The term core dump , which is common in technology jargon and which is used in hardware- related programming as an expression for a memory dump in the form of a snapshot, is derived from the core memories. For troubleshooting, all cores ( cores ) read ( dump ) to be able to find all the possible bugs.


  • F. Dokter, J. Steinhauer: Digital electronics in measurement technology and data processing . tape 2 . Philips reference books, Hamburg 1970, ISBN 3-87145-273-4 , p. 276-313 .

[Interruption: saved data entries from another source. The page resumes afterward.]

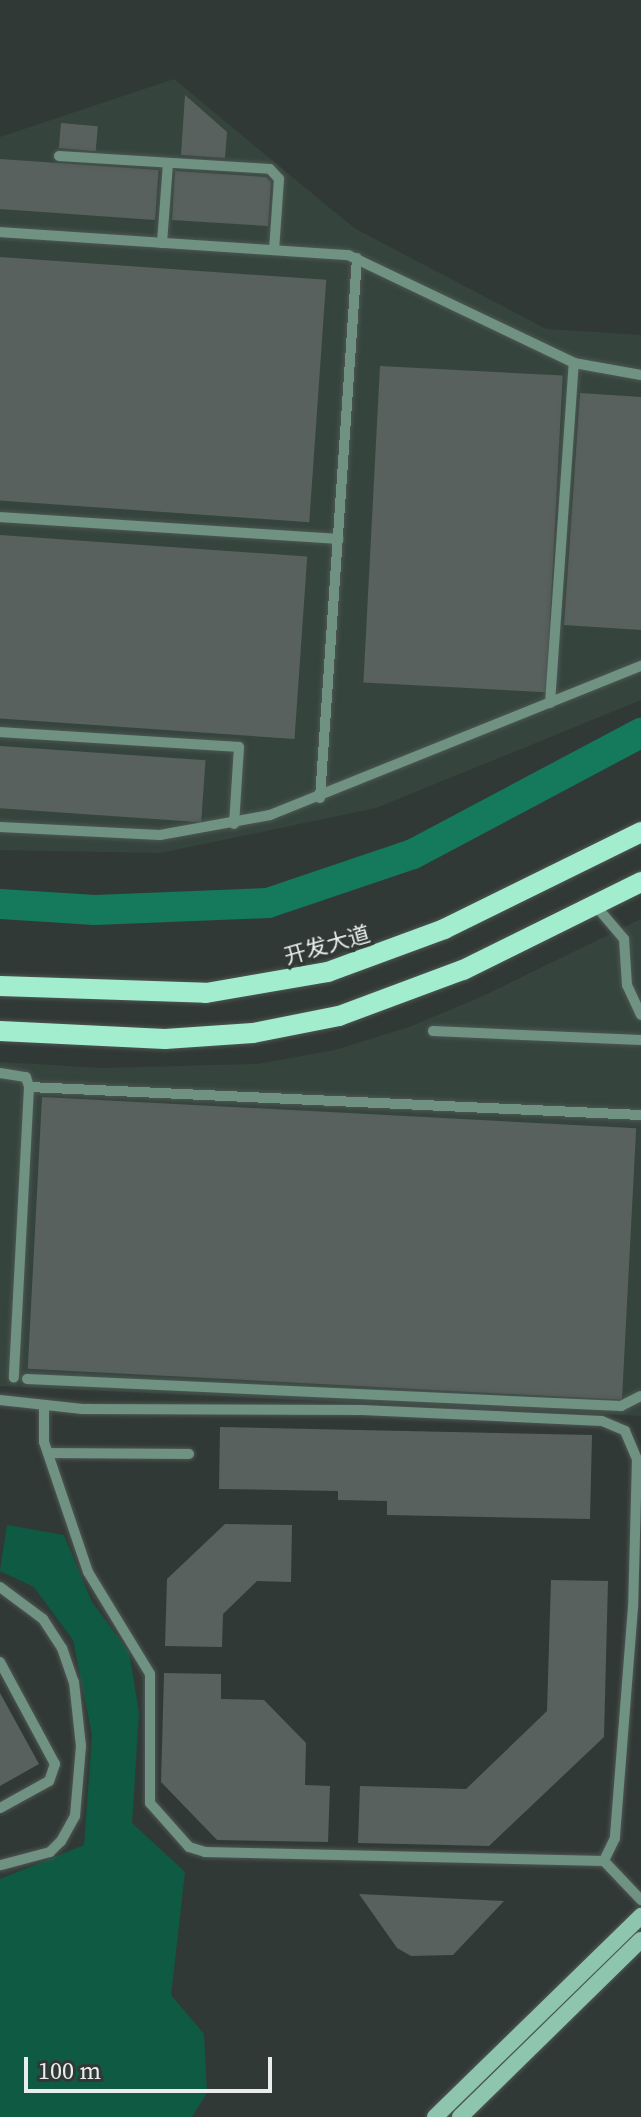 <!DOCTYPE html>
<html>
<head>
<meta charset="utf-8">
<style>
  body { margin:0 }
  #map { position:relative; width:641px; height:2117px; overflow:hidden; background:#313936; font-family:"Source Serif 4","Noto Sans SC",serif }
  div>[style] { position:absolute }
  .built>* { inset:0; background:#35453e }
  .green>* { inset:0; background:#0f5a43 }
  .river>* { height:30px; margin:-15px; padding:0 15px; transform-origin:15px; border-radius:15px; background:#15795b }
  .building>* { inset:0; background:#58615d; transform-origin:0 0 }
  .roads { filter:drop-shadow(0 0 2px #4e5653) drop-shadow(0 0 2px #4e5653) }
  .lane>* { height:10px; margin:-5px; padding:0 5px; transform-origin:5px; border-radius:5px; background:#6f9283 }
  .secondary>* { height:16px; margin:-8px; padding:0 8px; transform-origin:8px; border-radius:8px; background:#8dc5ae }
  .primary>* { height:20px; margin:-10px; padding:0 10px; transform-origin:10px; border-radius:10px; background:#a3edcf }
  span { translate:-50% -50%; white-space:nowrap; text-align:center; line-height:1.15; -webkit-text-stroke:7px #313936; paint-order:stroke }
  .street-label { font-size:22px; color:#e9eeec }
  .scale { position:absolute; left:24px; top:2057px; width:248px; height:36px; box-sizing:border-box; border:4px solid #e9eeec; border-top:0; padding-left:10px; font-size:24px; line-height:28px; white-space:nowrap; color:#e9eeec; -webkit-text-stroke:6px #313936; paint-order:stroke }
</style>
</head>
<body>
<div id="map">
  <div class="built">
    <i style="clip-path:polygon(174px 79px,354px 228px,546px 329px,641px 335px,641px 700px,376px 808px,160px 853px,0 850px,0 137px)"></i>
    <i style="clip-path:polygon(641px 919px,641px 1416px,0 1386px,0 1062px,101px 1068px,257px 1064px,335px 1050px,409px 1027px,481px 997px)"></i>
  </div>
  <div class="green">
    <i style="clip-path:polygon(7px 1525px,64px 1535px,92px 1602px,129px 1652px,139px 1713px,132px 1823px,185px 1872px,171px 1995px,204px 2034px,207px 2093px,192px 2117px,0 2117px,0 1879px,84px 1845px,92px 1735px,73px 1640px,34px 1587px,0 1571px)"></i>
  </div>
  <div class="river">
    <i style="left:0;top:904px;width:95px;rotate:3.6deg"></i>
    <i style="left:95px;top:910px;width:173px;rotate:-2.3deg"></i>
    <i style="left:268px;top:903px;width:153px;rotate:-18.7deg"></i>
    <i style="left:413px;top:854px;width:258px;rotate:-28deg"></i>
  </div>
  <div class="building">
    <i style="clip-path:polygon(185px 95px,227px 132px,225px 158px,181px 155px)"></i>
    <i style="left:61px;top:123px;width:37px;height:25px;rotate:5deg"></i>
    <i style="left:0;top:159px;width:159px;height:50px;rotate:4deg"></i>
    <i style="clip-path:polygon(175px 171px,266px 177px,271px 182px,268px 226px,172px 220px)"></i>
    <i style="left:0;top:257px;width:327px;height:243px;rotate:4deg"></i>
    <i style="left:380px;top:366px;width:183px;height:317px;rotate:3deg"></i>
    <i style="clip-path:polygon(580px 393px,641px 397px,641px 630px,564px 625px)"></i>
    <i style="left:0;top:535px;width:308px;height:183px;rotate:4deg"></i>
    <i style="left:0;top:746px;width:206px;height:62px;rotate:4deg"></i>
    <i style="left:42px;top:1097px;width:595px;height:272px;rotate:3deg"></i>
    <i style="clip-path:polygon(220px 1427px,592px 1435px,590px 1519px,387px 1515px,387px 1501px,338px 1500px,338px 1491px,219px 1489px)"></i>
    <i style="clip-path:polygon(225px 1524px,292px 1525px,291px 1582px,257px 1581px,223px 1614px,222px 1647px,165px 1646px,167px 1579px)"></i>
    <i style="clip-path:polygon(551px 1580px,608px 1581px,604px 1737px,489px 1846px,358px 1843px,360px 1786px,466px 1789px,547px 1711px)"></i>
    <i style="clip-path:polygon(164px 1673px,221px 1674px,221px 1699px,264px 1700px,306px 1743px,305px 1785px,330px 1786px,328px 1842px,217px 1840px,161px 1782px)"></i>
    <i style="clip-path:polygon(0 1693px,39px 1764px,0 1786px)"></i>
    <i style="clip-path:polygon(359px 1894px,504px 1901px,453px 1955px,411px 1956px,397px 1948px)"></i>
  </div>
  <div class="roads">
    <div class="lane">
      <i style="left:59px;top:156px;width:211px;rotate:3.5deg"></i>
      <i style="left:270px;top:169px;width:13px;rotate:48deg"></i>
      <i style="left:279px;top:179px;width:71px;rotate:94deg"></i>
      <i style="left:0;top:232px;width:349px;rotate:3.8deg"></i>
      <i style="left:348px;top:255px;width:250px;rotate:25.5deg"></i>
      <i style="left:574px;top:363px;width:68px;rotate:10.2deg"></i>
      <i style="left:162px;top:243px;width:80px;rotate:-85.7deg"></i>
      <i style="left:0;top:517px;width:339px;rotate:3.7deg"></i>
      <i style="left:550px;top:703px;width:341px;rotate:-86deg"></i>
      <i style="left:0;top:732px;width:239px;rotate:3.6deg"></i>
      <i style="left:239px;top:747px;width:77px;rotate:93.7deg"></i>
      <i style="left:320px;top:798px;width:541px;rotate:-86.08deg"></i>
      <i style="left:0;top:827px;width:160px;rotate:2.9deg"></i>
      <i style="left:160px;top:835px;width:112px;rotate:-10.3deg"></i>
      <i style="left:270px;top:815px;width:400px;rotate:-21.9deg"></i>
      <i style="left:595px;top:905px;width:45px;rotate:49.5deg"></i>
      <i style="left:624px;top:939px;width:46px;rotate:86.3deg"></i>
      <i style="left:627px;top:985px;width:33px;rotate:65deg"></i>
      <i style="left:433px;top:1031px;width:208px;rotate:2.5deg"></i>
      <i style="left:0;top:1073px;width:26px;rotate:9deg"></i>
      <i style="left:26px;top:1077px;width:10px;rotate:73deg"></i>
      <i style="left:29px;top:1087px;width:291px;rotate:93deg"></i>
      <i style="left:29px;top:1087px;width:613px;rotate:2.62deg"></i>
      <i style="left:27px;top:1379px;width:595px;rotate:2.6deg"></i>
      <i style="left:621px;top:1406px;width:22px;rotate:-27deg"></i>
      <i style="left:0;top:1400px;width:83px;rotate:6.2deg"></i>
      <i style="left:83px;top:1409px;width:279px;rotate:0.2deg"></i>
      <i style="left:362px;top:1410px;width:240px;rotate:2.6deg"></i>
      <i style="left:602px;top:1421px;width:25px;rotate:23deg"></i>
      <i style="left:625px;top:1431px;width:30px;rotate:67deg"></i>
      <i style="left:637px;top:1459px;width:148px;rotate:91.5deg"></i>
      <i style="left:633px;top:1607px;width:232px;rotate:94.5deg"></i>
      <i style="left:615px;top:1838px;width:25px;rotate:116deg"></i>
      <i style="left:44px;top:1405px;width:37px;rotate:90deg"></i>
      <i style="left:44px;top:1442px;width:137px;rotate:71.3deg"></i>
      <i style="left:88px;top:1572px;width:119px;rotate:58.7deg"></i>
      <i style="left:150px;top:1674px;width:129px;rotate:90deg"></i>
      <i style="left:150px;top:1803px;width:59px;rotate:48.4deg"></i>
      <i style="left:189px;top:1847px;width:17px;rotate:17deg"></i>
      <i style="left:205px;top:1852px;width:399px;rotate:1.3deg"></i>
      <i style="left:604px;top:1861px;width:54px;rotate:46.5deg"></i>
      <i style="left:48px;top:1453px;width:141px;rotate:0.4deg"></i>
      <i style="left:0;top:1587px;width:54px;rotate:36.7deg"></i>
      <i style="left:43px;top:1619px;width:35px;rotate:57deg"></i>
      <i style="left:62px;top:1648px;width:36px;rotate:71deg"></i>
      <i style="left:74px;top:1682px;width:64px;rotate:83.8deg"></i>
      <i style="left:81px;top:1746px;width:70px;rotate:94.9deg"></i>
      <i style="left:75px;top:1816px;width:29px;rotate:119deg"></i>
      <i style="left:61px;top:1841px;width:16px;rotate:135deg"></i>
      <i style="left:50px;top:1852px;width:51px;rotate:165.1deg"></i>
      <i style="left:0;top:1662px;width:116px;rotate:61.7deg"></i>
      <i style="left:55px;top:1764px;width:18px;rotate:109deg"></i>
      <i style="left:49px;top:1781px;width:56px;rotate:151.1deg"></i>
    </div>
    <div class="secondary">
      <i style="left:435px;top:2117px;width:288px;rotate:-44.3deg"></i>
      <i style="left:460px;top:2117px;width:253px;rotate:-44.4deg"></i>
    </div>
    <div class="primary">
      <i style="left:0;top:986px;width:206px;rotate:1.9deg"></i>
      <i style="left:206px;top:993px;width:124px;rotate:-9.8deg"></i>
      <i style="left:328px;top:972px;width:124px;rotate:-20.3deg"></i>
      <i style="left:444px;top:929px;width:220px;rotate:-26.2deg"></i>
      <i style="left:0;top:1031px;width:165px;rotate:2.8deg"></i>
      <i style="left:165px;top:1039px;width:88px;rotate:-3.9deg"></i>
      <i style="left:253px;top:1033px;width:88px;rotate:-11.2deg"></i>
      <i style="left:339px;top:1016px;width:132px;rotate:-20.4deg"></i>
      <i style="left:463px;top:970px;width:199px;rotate:-26.3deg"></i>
    </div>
  </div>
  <div class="street-label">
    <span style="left:327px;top:945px;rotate:-16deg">开发大道</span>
  </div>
  <div class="scale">100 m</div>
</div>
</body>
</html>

  • Patent US2667542 : Electric connecting device (matrix switch with iron cores). Registered September 25, 1951 , published January 26, 1954 .
  • Patent US2708722 : Pulse transfer controlling devices. Registered October 21, 1949 , published May 17, 1955 , inventor: To Wang .
  • Patent US2736880 : Multicoordinate digital information storage device (coincident-current system). Filed May 11, 1951 , published February 28, 1956 , inventor: Jay Forrester .
  • Patent US3161861 : Magnetic core memory (improvements). Registered November 12, 1959 , published December 15, 1964 , inventor: Ken Olsen .
  • Patent US4161037 : Ferrite core memory (automated production). Published July 10, 1979 .
  • Patent US4464752 : Multiple event hardened core memory (radiation protection). Published August 7, 1984 .

Web links

Wiktionary: core memory  - explanations of meanings, word origins, synonyms, translations
Commons : core memory  - collection of images, videos and audio files

Individual evidence

  1. N. Metropolis et. al (Ed.): History of Computing in the Twentieth Century . Academic Press, 1980, ISBN 0-12-491650-3 , pp. 465 to 469 .
  2. R. Rost: Kristalloden Technik . 2nd supplementary volume. 2nd Edition. Verlag von Wilhelm Ernst & Sohn, 1960, p. 56
  3. a b Digital memory with ferrite cores, Robert Schmitt, Verlag Siemens AG Berlin-Munich 1971
  4. CJ Quartly: Circuit technology with rectangular ferrite . Philips Technical Library (company publication), Eindhoven 1965.